Tuesday, 27 November 2012
Tuesday's Top Tip - Cleaning a Rusty Bobbin
This was the only spare bobbin I had the other day when I needed to fill up with thread. Old machines often come with bobbins that have been holding thread for years. The thread absorbs moisture and the rust is revealed when the thread comes off.
It was time to get busy with the metal polish, which is best applied with strong cotton string or crochet cotton. Loop one end of the string around the back of your chair or anything else that happens to be handy, twist the string into a single strand and put on a splodge of metal polish.
Next, twist the cotton once round the bobbin. If you are cleaning a long bobbin, use the same method, but it is harder to keep a good grip on it. It will go flying across the room at least once.
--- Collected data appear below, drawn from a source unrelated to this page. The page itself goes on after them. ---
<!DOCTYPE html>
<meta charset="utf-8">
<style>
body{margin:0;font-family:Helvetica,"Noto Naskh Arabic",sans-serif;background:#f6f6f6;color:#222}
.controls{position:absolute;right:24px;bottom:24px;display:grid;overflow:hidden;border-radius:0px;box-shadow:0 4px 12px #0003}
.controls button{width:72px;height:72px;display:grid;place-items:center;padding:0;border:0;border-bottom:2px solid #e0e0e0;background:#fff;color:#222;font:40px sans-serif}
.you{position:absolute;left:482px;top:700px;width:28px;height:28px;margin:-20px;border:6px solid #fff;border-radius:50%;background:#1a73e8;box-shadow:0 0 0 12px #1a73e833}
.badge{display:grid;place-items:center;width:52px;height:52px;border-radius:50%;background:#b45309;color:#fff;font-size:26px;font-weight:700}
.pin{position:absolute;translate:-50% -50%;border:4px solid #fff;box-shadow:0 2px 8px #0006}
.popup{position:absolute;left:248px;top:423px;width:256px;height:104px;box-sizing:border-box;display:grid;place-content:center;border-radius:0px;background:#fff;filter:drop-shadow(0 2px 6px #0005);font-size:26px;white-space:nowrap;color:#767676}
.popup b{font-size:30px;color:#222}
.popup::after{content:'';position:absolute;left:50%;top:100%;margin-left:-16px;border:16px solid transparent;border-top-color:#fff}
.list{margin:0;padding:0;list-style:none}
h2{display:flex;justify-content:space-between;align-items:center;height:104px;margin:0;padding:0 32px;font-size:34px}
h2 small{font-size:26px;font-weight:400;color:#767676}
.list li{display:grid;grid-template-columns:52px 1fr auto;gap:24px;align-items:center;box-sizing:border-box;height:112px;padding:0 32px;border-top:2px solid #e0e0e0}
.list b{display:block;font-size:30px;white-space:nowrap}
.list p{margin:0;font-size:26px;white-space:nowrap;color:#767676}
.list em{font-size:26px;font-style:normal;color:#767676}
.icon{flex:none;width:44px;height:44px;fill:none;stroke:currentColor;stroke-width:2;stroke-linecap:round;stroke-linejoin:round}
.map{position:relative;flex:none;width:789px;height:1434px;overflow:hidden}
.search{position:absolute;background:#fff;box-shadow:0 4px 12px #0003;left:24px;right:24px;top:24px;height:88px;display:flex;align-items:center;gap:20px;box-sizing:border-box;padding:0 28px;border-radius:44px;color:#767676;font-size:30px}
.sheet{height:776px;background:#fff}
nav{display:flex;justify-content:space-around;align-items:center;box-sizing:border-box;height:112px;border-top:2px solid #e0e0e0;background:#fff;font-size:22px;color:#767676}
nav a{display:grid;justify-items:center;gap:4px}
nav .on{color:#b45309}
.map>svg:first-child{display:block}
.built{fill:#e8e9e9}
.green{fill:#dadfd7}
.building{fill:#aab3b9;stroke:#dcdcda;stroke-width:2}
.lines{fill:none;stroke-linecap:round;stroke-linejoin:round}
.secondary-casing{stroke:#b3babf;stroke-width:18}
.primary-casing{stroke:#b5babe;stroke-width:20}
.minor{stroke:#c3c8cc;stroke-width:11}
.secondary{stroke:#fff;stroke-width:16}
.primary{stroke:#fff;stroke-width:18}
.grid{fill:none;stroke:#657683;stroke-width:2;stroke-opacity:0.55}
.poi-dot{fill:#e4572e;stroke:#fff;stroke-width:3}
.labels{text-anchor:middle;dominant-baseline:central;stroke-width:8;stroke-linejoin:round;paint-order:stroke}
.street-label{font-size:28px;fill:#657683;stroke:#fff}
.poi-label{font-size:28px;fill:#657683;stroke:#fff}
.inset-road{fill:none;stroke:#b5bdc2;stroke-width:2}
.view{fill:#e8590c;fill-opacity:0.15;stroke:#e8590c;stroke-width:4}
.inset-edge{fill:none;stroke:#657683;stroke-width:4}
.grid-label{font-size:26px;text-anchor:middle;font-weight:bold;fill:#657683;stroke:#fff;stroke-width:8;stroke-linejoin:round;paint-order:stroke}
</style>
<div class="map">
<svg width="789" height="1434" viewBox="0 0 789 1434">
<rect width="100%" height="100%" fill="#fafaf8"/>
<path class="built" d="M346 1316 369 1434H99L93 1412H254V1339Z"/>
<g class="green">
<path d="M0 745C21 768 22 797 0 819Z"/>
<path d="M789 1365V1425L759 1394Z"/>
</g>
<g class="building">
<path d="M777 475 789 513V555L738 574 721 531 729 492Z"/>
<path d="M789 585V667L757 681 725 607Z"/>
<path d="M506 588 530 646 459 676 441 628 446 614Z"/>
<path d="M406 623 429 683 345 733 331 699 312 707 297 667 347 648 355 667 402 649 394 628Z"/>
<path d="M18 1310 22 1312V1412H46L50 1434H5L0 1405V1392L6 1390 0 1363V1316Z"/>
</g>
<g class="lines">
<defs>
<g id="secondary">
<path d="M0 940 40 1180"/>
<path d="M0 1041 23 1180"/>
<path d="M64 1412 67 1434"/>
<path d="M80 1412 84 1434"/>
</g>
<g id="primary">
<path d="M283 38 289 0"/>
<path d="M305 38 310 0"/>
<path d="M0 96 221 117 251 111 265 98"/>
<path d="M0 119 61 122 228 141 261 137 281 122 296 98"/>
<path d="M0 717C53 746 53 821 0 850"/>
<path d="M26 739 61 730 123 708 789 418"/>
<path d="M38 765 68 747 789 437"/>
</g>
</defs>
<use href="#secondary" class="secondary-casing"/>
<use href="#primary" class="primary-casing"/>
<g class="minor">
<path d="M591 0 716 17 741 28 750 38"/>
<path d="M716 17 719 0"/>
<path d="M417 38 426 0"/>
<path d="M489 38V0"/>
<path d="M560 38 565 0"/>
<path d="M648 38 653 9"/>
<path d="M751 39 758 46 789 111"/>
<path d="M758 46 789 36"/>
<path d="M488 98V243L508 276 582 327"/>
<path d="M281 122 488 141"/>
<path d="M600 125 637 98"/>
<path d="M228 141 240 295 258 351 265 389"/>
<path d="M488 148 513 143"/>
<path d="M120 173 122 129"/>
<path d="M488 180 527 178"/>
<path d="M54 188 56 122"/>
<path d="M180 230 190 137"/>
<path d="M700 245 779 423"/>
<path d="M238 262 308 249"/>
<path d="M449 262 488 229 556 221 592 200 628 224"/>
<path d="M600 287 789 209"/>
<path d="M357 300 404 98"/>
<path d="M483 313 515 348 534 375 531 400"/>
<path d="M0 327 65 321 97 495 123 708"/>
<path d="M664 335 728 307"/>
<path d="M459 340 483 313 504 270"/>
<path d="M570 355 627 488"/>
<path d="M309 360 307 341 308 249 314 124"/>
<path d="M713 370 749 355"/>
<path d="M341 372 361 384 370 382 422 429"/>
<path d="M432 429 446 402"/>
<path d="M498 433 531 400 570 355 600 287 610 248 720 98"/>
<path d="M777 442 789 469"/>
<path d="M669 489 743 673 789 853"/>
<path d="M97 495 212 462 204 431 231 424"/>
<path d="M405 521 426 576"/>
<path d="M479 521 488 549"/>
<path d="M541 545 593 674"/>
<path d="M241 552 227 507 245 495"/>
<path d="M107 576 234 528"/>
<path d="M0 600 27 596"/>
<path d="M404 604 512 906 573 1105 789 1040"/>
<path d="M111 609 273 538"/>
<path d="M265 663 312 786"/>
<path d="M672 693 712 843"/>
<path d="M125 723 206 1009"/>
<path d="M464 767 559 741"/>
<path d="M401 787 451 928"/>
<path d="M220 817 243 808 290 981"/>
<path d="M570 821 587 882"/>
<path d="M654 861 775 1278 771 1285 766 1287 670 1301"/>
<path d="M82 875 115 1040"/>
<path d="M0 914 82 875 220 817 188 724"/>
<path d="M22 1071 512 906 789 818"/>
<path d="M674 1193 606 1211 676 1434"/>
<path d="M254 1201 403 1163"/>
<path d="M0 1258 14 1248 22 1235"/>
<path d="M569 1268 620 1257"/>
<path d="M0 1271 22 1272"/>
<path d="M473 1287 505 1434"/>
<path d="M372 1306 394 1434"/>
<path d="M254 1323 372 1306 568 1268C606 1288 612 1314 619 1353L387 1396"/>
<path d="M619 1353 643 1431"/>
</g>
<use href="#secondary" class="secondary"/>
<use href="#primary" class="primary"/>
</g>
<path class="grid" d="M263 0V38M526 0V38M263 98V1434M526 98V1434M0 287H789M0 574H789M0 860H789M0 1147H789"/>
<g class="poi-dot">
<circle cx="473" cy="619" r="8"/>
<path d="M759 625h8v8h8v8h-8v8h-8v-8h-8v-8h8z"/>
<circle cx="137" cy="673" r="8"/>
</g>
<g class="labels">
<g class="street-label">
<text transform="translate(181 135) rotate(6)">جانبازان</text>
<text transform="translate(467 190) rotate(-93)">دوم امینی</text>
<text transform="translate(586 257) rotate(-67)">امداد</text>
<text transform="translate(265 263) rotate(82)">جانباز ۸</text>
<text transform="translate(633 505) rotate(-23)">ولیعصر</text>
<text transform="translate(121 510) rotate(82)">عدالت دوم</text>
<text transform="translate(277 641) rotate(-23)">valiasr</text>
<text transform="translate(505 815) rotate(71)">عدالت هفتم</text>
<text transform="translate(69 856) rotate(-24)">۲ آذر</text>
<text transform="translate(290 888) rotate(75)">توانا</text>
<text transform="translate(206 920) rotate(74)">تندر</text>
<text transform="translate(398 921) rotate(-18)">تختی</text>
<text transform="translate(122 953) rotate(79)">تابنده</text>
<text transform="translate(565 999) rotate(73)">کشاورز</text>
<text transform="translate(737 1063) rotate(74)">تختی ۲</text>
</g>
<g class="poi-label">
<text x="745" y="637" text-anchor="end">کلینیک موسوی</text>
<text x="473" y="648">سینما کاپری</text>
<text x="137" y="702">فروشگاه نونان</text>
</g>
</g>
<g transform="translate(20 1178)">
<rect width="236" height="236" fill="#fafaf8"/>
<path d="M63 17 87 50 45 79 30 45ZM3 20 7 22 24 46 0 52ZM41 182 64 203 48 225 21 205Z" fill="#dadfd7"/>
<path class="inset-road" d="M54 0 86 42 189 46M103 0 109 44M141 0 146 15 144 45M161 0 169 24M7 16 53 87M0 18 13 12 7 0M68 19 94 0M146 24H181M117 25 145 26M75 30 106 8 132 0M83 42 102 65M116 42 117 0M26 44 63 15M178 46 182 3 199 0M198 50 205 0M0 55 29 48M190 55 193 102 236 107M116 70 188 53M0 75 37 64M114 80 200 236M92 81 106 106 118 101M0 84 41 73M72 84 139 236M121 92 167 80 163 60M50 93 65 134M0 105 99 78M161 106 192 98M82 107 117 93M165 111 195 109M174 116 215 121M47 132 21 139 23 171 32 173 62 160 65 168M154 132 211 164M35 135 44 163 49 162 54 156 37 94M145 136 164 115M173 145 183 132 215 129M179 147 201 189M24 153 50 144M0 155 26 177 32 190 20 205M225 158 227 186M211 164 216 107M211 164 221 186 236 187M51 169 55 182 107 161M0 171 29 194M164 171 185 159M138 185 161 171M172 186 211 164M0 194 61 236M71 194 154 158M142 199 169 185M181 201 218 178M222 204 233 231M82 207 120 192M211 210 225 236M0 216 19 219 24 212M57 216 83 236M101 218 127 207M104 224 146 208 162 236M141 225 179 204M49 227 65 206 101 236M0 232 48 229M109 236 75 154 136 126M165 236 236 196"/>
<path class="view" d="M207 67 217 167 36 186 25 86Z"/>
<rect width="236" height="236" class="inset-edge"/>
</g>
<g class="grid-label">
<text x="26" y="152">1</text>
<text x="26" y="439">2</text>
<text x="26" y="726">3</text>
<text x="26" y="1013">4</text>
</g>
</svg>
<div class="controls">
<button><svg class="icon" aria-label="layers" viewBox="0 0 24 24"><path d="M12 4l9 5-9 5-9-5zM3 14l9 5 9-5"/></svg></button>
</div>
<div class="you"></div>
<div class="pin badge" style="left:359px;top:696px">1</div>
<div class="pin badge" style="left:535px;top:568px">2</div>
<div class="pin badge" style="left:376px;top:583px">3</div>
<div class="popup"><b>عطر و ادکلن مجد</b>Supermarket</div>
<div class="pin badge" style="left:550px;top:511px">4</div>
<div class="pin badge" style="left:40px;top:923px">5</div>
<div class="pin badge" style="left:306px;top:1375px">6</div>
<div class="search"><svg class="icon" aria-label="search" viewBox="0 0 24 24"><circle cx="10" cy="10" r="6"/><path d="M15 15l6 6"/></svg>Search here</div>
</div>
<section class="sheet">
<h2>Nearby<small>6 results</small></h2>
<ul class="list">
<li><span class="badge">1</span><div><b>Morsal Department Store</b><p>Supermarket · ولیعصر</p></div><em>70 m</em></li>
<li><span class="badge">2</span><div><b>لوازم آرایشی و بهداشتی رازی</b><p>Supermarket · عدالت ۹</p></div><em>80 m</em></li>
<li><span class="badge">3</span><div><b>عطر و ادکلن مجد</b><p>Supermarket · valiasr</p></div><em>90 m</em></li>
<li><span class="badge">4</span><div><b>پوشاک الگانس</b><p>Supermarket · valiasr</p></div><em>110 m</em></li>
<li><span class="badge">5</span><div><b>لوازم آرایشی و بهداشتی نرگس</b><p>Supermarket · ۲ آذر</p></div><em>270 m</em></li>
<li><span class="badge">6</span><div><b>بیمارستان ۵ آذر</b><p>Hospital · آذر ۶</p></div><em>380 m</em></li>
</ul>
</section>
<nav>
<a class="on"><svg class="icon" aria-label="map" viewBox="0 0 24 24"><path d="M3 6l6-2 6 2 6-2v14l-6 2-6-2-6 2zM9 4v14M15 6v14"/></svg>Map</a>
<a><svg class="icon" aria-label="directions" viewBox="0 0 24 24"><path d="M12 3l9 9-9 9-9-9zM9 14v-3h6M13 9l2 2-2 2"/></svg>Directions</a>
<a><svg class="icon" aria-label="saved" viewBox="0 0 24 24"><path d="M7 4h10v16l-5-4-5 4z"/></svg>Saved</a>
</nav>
Then hold the string taut, hold on tight to the bobbin and run it up and down so that the metal polish is rubbed on with the string. It's a vigorous job. All the rust will rub off, the string will turn black and fray and you will end up with a very hot thumb and forefinger from the heat generated by the friction.
Here is the same bobbin, still discoloured and blemished, but free of rust and with a distinct shine to it. I found that the manufacturer's badge was lurking under the rust, with the clearly discernible word "Japan" .
I used Peek Metal Polish which I buy from the hardware shop down the road and which can be bought online direct from the manufacturers through their website. It is the only metal polish I use on sewing machines, and my brother in law has been converted to it after I gave him a tube of it so he could clean up a copper kettle.